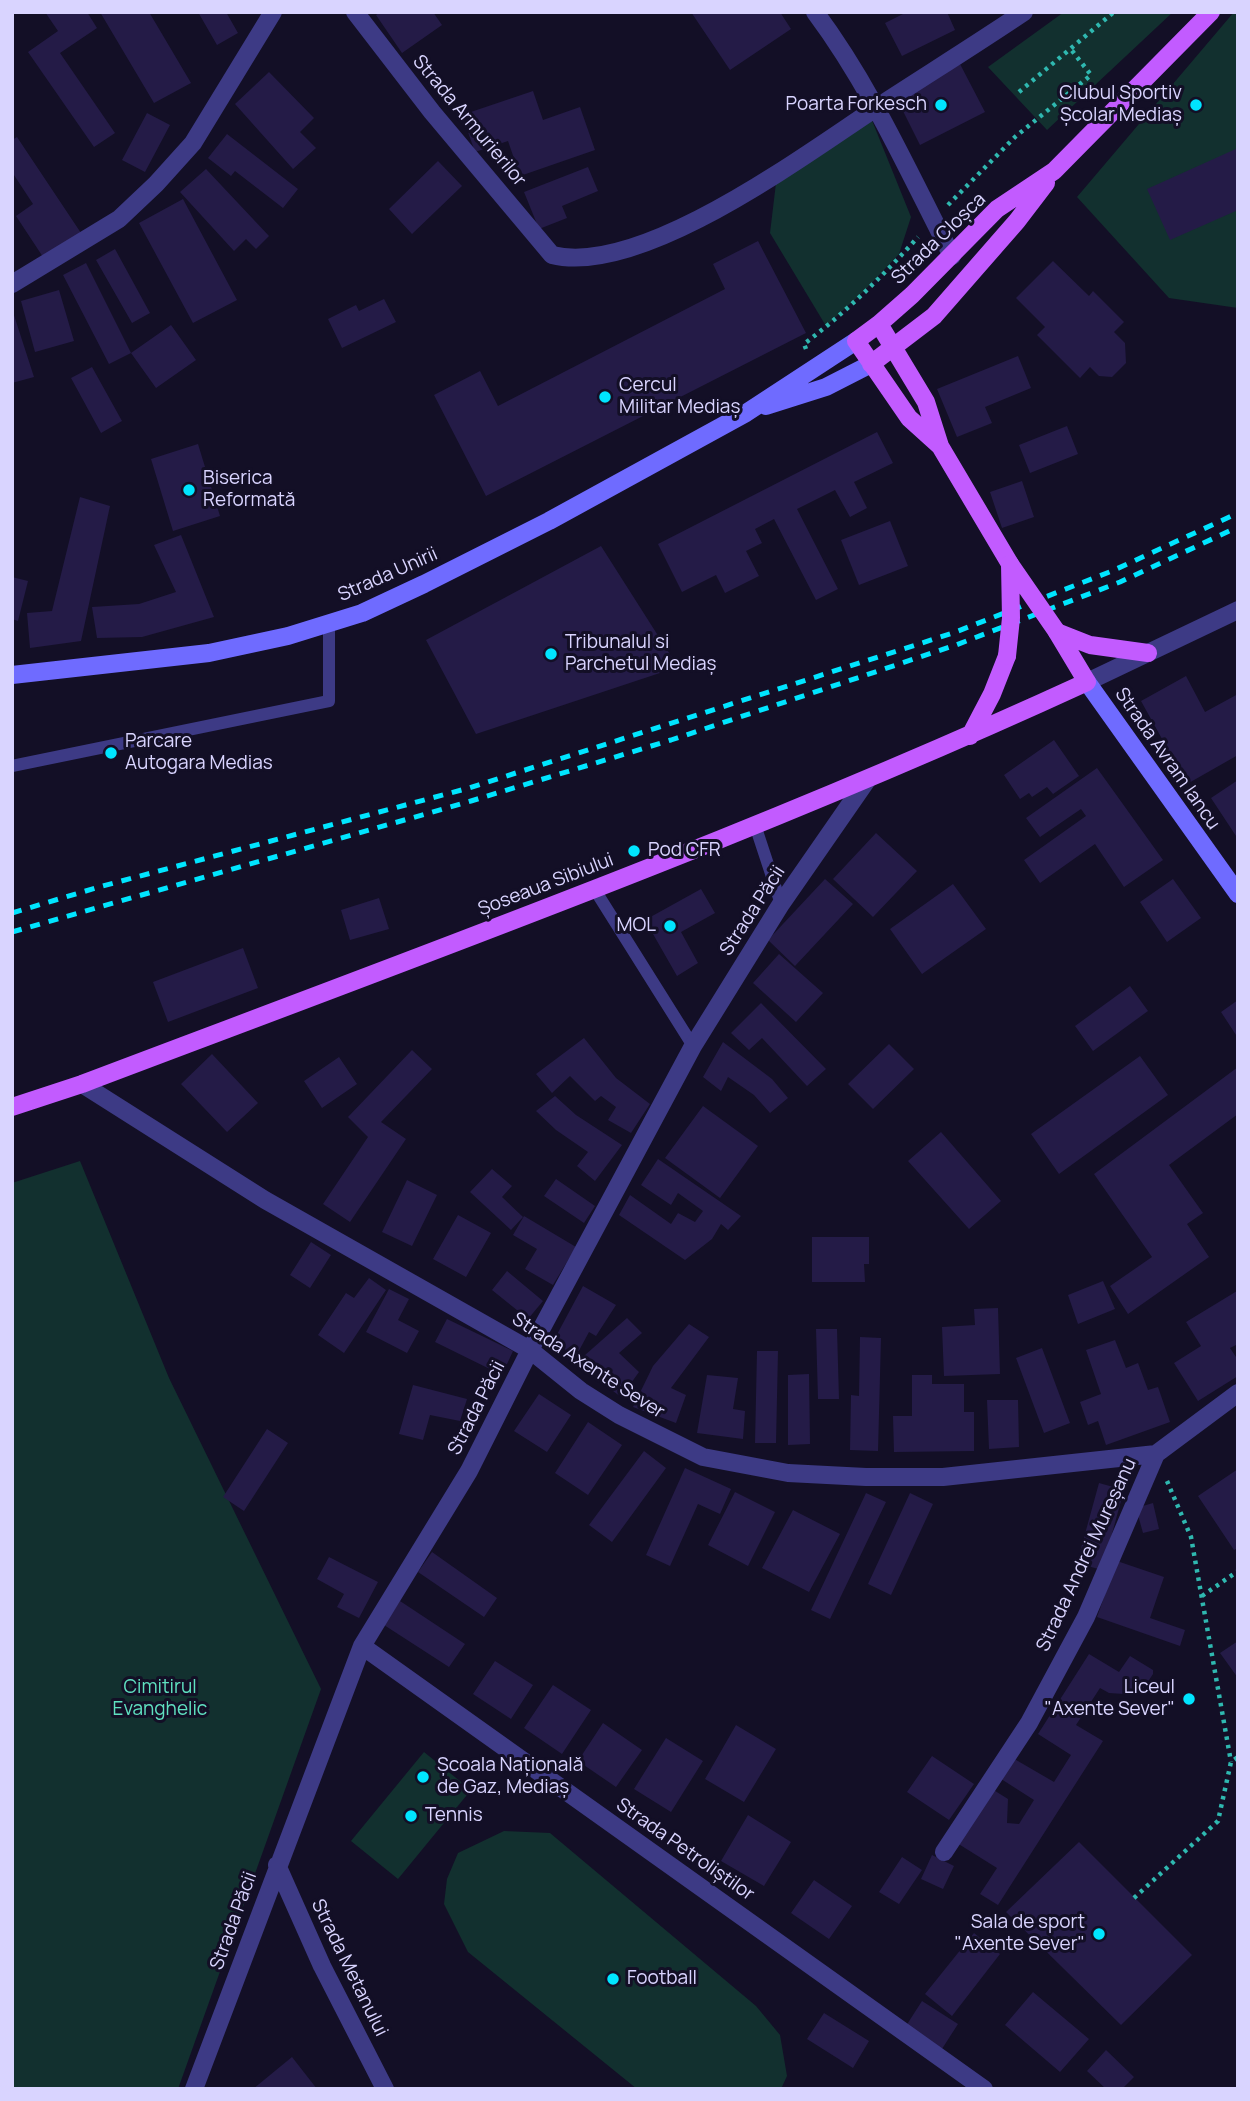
<!DOCTYPE html>
<meta charset="utf-8">
<style>
body{margin:0}
#map{position:relative;width:1250px;height:2101px;overflow:hidden;background:#130f26;font-family:Manrope,sans-serif}
canvas{display:block}
.frame{position:absolute;inset:0;border:14px solid #d9d4ff;pointer-events:none}
</style>
<div id="map">
<canvas width="1250" height="2101"></canvas>
<div class="frame"></div>
</div>
<script>
const ctx = document.querySelector('canvas').getContext('2d');
ctx.lineJoin = 'round';
function fillPath(path, color) { ctx.fillStyle = color; ctx.fill(path, 'evenodd'); }
function trace(path, color, width, dash) { ctx.strokeStyle = color; ctx.lineWidth = width; ctx.lineCap = dash ? 'butt' : 'round'; ctx.setLineDash(dash || []); ctx.stroke(path); }
function label(font, color, halo, rows, align = 'center') {
  ctx.font = font + ' Manrope,sans-serif'; ctx.lineWidth = 6; ctx.setLineDash([]); ctx.textBaseline = 'middle'; ctx.strokeStyle = halo; ctx.fillStyle = color; for (const [text, x, y, turn = 0] of rows) {
    ctx.save(); ctx.translate(x, y); ctx.rotate((+turn || 0) * Math.PI / 180); ctx.textAlign = isNaN(turn) ? turn : align; if (halo) ctx.strokeText(text, 0, 0); ctx.fillText(text, 0, 0); ctx.restore();
  }
}
const green = new Path2D(`
 M1064 12H1173L1047 130 988 67Z
 M1234 12H1238V308L1169 298 1077 197Z
 M871 118 911 217 899 254 863 292 826 326 770 233 776 183Z
 M80 1161 169 1378 321 1689 178 2089H12V1183Z
 M424 1752 471 1790 398 1879 351 1841Z
 M504 1831 550 1833 756 2006 780 2035 787 2076 781 2089H637L468 1952 444 1904 447 1879 458 1853Z`);
const building = new Path2D(`
 M45 12H87L97 28 60 53 115 133 94 147 28 52 58 31Z
 M100 12H149L191 83 154 103Z
 M198 12H226L238 33 217 45Z
 M380 12H433L442 25 402 53 376 15Z
 M691 12H780L791 29 730 70Z
 M907 12H947L955 30 902 56 885 23Z
 M960 64 985 112 920 145 897 99Z
 M269 72 314 118 300 132 316 148 293 169 235 104Z
 M533 91 543 120 580 107 595 150 520 176 508 141 475 152 462 115Z
 M147 113 170 125 145 172 122 160Z
 M227 134 298 189 283 208 235 171 231 176 208 158Z
 M17 137 81 233 43 257 16 216 33 204 12 172V140Z
 M1238 148V210L1170 240 1147 189Z
 M438 161 462 186 412 234 389 209Z
 M588 167 598 191 562 206 567 218 539 229 524 192Z
 M206 169 269 236 256 249 246 239 234 251 180 192Z
 M183 199 237 300 193 323 139 223Z
 M758 241 806 333 486 496 434 395 480 371 498 406 725 289 713 264Z
 M115 249 150 313 132 323 96 260Z
 M1053 261 1089 296 1093 291 1124 322 1114 332 1125 343 1126 363 1112 377 1099 376 1090 367 1080 378 1037 335 1045 327 1016 298Z
 M86 263 131 353 109 364 63 275Z
 M59 290 74 341 35 352 21 301Z
 M384 299 396 322 342 348 328 319 356 305 359 311Z
 M12 309 34 377 12 383Z
 M171 325 196 360 156 388 131 353Z
 M1018 356 1031 388 985 407 992 423 957 437 937 389Z
 M92 367 122 421 101 433 71 378Z
 M1067 426 1078 454 1030 473 1019 445Z
 M877 432 893 463 854 482 867 508 850 517 835 490 797 509 838 589 816 600 774 519 755 529 762 543 746 551 759 576 725 593 716 575 682 592 658 544Z
 M198 444 220 516 173 531 151 459Z
 M1022 481 1034 517 1002 528 990 492Z
 M80 497 110 506 81 641 30 648 27 613 52 611Z
 M890 521 908 566 859 585 841 540Z
 M181 535 214 617 142 637 97 638 92 607 139 604 176 592 154 545Z
 M601 546 678 667 476 734 426 640Z
 M12 577 28 581 18 621 12 619Z
 M1186 676 1205 712 1238 694V755L1187 784 1141 701Z
 M1054 740 1079 776 1053 794 1047 787 1032 797 1029 793 1020 799 1004 775Z
 M1097 768 1163 860 1124 887 1095 844 1040 883 1024 860 1086 816 1081 809 1040 837 1026 818Z
 M1238 780V839L1211 798Z
 M876 833 917 871 873 917 833 879Z
 M825 879 853 904 795 966 768 940Z
 M1173 879 1201 918 1167 942 1140 902Z
 M953 884 986 929 922 974 890 929Z
 M701 889 715 913 681 932 698 963 677 976 645 920Z
 M379 898 389 929 350 940 341 910Z
 M243 948 258 988 168 1022 153 982Z
 M779 954 823 993 796 1022 753 983Z
 M1130 986 1148 1011 1093 1051 1075 1026Z
 M1238 1000V1038L1221 1012Z
 M761 1003 826 1069 807 1086 762 1038 749 1050 731 1033Z
 M584 1038 616 1078 650 1104 631 1133 608 1120 616 1107 601 1096 595 1101 570 1076 552 1093 536 1074Z
 M723 1042 772 1079 788 1098 770 1113 754 1095 728 1077 721 1091 703 1077Z
 M889 1044 914 1069 873 1109 848 1084Z
 M412 1050 432 1069 381 1122 406 1139 350 1222 323 1204 368 1137 348 1117Z
 M212 1054 258 1103 227 1132 181 1084Z
 M1140 1056 1168 1095 1059 1174 1031 1134Z
 M339 1057 357 1084 322 1108 304 1081Z
 M1238 1067V1114L1169 1165 1203 1213 1187 1224 1209 1257 1128 1314 1110 1286 1152 1257 1094 1174Z
 M555 1096 576 1115 622 1145 595 1181 577 1166 588 1152 556 1130 536 1111Z
 M703 1106 758 1146 720 1198 665 1158Z
 M941 1132 1001 1201 969 1229 908 1161Z
 M658 1159 741 1216 728 1230 721 1224 712 1239 685 1260 619 1215 630 1195 671 1224 678 1213 695 1222 703 1211 678 1193 671 1205 641 1185Z
 M492 1169 512 1186 502 1197 523 1217 511 1230 470 1192Z
 M556 1179 595 1206 584 1223 544 1196Z
 M407 1180 437 1195 412 1246 382 1232Z
 M458 1215 491 1233 466 1277 433 1259Z
 M524 1216 576 1247 553 1285 525 1269 537 1249 513 1235Z
 M812 1237H869V1264H864L865 1282H812Z
 M311 1242 331 1255 310 1288 290 1275Z
 M507 1271 543 1301 528 1319 492 1290Z
 M369 1278 386 1290 344 1353 318 1335 346 1293 354 1298Z
 M1103 1281 1115 1309 1078 1324 1068 1295Z
 M583 1286 616 1305 596 1336 589 1332 575 1358 554 1340Z
 M389 1289 409 1299 398 1320 419 1331 407 1353 366 1332Z
 M1237 1291 1238 1344 1230 1348 1238 1360V1376L1198 1401 1174 1363 1201 1346 1186 1322Z
 M998 1308 1000 1374 944 1376 942 1327 975 1325 974 1309Z
 M627 1318 642 1333 619 1353 639 1372 621 1397 576 1363Z
 M447 1319 513 1351 502 1375 435 1342Z
 M689 1324 709 1337 671 1388 686 1395 676 1423 633 1407 653 1366Z
 M816 1329H837L839 1399H818Z
 M860 1337 881 1338 878 1451 850 1450 851 1395 859 1396Z
 M1115 1340 1126 1368 1138 1363 1148 1390 1158 1387 1170 1422 1106 1445 1098 1421 1088 1425 1080 1402 1101 1394 1086 1350Z
 M1042 1348 1070 1423 1044 1433 1016 1358Z
 M757 1351H778L776 1443H755Z
 M809 1374 810 1444 788 1445V1375Z
 M707 1375 738 1378 733 1409 745 1411 743 1439 697 1433Z
 M912 1375H932V1384H964V1412H974V1451L894 1452 893 1416H912Z
 M413 1385 467 1399 460 1421 430 1415 423 1440 399 1434Z
 M539 1394 571 1415 547 1452 514 1431Z
 M987 1400H1018L1019 1447 989 1449Z
 M588 1422 622 1445 588 1495 555 1473Z
 M267 1429 288 1443 244 1511 223 1497Z
 M644 1451 666 1468 612 1542 589 1525Z
 M685 1468 731 1489 720 1514 698 1504 670 1566 646 1555Z
 M1238 1469V1548L1234 1550 1198 1496Z
 M1099 1483 1124 1490 1102 1570 1077 1563Z
 M735 1492 775 1512 748 1566 708 1545Z
 M866 1493 886 1502 830 1619 811 1610Z
 M910 1493 933 1504 891 1595 868 1584Z
 M1153 1503 1159 1529 1143 1533 1136 1508Z
 M793 1510 840 1534 809 1592 762 1568Z
 M432 1552 497 1598 484 1617 418 1572Z
 M329 1557 378 1582 359 1618 337 1607 344 1594 317 1579Z
 M1117 1561 1164 1577 1150 1618 1185 1630 1180 1646 1097 1617Z
 M400 1601 465 1644 449 1667 384 1625Z
 M1238 1641V1678L1220 1653Z
 M1089 1654 1119 1672 1130 1656 1153 1670V1674L1139 1695 1109 1693 1100 1688 1076 1725 1103 1741 998 1905 980 1894 997 1868 957 1843 992 1789 1008 1799 1007 1823 1019 1824 1034 1800 998 1777 1011 1757 1054 1782 1071 1755 1038 1734Z
 M495 1661 533 1685 511 1719 473 1694Z
 M553 1685 591 1710 562 1754 524 1728Z
 M603 1723 642 1750 616 1787 578 1761Z
 M736 1725 776 1749 744 1802 705 1779Z
 M666 1738 703 1761 671 1812 634 1789Z
 M932 1756 974 1784 949 1820 907 1792Z
 M748 1815 791 1842 764 1886 721 1861Z
 M1079 1842 1192 1955 1121 2025 1006 1912Z
 M932 1855 954 1866 943 1889 921 1879Z
 M902 1857 922 1870 899 1904 879 1892Z
 M814 1880 852 1906 829 1939 791 1913Z
 M974 1933 1000 1954 952 2016 925 1994Z
 M1033 1992 1089 2039 1060 2072 1005 2025Z
 M922 2001 958 2024 940 2052 904 2029Z
 M824 2013 869 2041 853 2068 807 2039Z
 M1106 2050 1134 2077 1122 2089H1106L1087 2071Z
 M292 2057 317 2089H253Z`);
const path = new Path2D(`
 M1019 92 1114 12
 M948 205 1015 137 1091 75 1070 48
 M806 349 804 344C846 312 883 276 918 237
 M1167 1481 1191 1537 1231 1762
 M1202 1596 1238 1571
 M1134 1898 1218 1821 1231 1762 1238 1757`);
const service = new Path2D(`
 M12 766 329 701V623
 M755 825 781 904
 M595 890 693 1046`);
const minor = new Path2D(`
 M355 12 432 112 552 255C641 277 803 156 876 108 925 76 975 45 1024 12
 M815 12C871 87 909 173 952 256
 M12 284 119 219 156 184 193 143 273 12
 M1087 682 1238 610
 M82 1084 265 1200 530 1350 581 1391 619 1415 703 1457 788 1473 866 1477H943L1156 1454 1238 1393
 M362 1646 984 2089
 M944 1852 1029 1723 1086 1617 1156 1454
 M277 1865 322 1966 385 2089
 M194 2089 362 1646 469 1471 530 1350 693 1046 781 904 867 780`);
const secondary = new Path2D(`
 M766 406 826 387 871 364
 M12 675 209 653 288 636 362 613 424 584 549 521 746 413 856 341
 M1087 682 1238 894`);
const primary = new Path2D(`
 M879 324 926 402 940 446 1010 564
 M871 364 934 316 1017 221 1046 183
 M940 446 909 418 856 341 879 324 912 295 997 209 1054 171 1211 12
 M1057 632 1090 645 1148 653
 M970 736 992 694 1007 656
 M12 1107 82 1084C420 956 759 833 1087 682L1057 632`);
const rail = new Path2D(`
 M12 913 99 887 469 788 953 633 1112 571 1238 513
 M12 932 471 801 671 740 956 645 1120 582 1238 527`);
const primaryBridge = new Path2D(`
 M1010 564 1057 632
 M1007 656 1011 618 1010 564`);
const markers = [
 [941,105,7,"#00e5ff"],
 [1196,105,7,"#00e5ff"],
 [605,397,7,"#00e5ff"],
 [189,490,7,"#00e5ff"],
 [551,654,7,"#00e5ff"],
 [111,753,7,"#00e5ff"],
 [634,851,7,"#00e5ff"],
 [670,926,7,"#00e5ff"],
 [1189,1699,7,"#00e5ff"],
 [423,1777,7,"#00e5ff"],
 [411,1816,7,"#00e5ff"],
 [1099,1934,7,"#00e5ff"],
 [613,1979,7,"#00e5ff"]
];
const poiNames = [
 ["Clubul Sportiv",1182,94,"right"],
 ["Școlar Mediaș",1182,116,"right"],
 ["Poarta Forkesch",927,105,"right"],
 ["Cercul",619,386],
 ["Militar Mediaș",619,408],
 ["Biserica",203,479],
 ["Reformată",203,501],
 ["Tribunalul si",565,643],
 ["Parchetul Mediaș",565,665],
 ["Parcare",125,742],
 ["Autogara Medias",125,764],
 ["Pod CFR",648,851],
 ["MOL",656,926,"right"],
 ["Liceul",1175,1688,"right"],
 ["\"Axente Sever\"",1175,1710,"right"],
 ["Școala Națională",437,1766],
 ["de Gaz, Mediaș",437,1788],
 ["Tennis",425,1816],
 ["Sala de sport",1085,1923,"right"],
 ["\"Axente Sever\"",1085,1945,"right"],
 ["Football",627,1979]
];
const streetNames = [
 ["Strada Armurierilor",469,121,50],
 ["Strada Cloșca",939,239,-44],
 ["Strada Unirii",388,575,-24],
 ["Strada Avram Iancu",1167,759,55],
 ["Șoseaua Sibiului",546,885,-21],
 ["Strada Păcii",753,911,-57],
 ["Strada Axente Sever",588,1366,33],
 ["Strada Păcii",477,1408,-63],
 ["Strada Andrei Mureșanu",1087,1555,-65],
 ["Strada Petroliștilor",685,1850,35],
 ["Strada Păcii",234,1921,-70],
 ["Strada Metanului",349,1968,64]
];
const parkNames = [
 ["Cimitirul",160,1688],
 ["Evanghelic",160,1710]
];
fillPath(green, '#12302f');
fillPath(building, '#241b47');
trace(path, '#2fb8b0', 4.5, [3.5, 5]);
trace(service, '#3d3a85', 12);
trace(minor, '#3d3a85', 18);
trace(secondary, '#6f6bff', 18);
trace(primary, '#c25bff', 18);
trace(rail, '#00e5ff', 5, [10, 9]);
trace(primaryBridge, '#c25bff', 18);
for (const [x, y, r, color] of markers) { const dot = new Path2D(); dot.arc(x, y, r, 0, 2 * Math.PI); ctx.fillStyle = color; ctx.fill(dot); trace(dot, '#130f26', 2.5); }
label('19px', '#d9d4ff', '#130f26', poiNames, 'left');
label('19px', '#d9d4ff', '#130f26', streetNames);
label('19px', '#5fe0c0', '#130f26', parkNames);
</script>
|---|
--- Problem to work on ---
When the word "streetNames" occurs in a line above, list that line.

--- Answer to this task ---
const streetNames = [
label('19px', '#d9d4ff', '#130f26', streetNames);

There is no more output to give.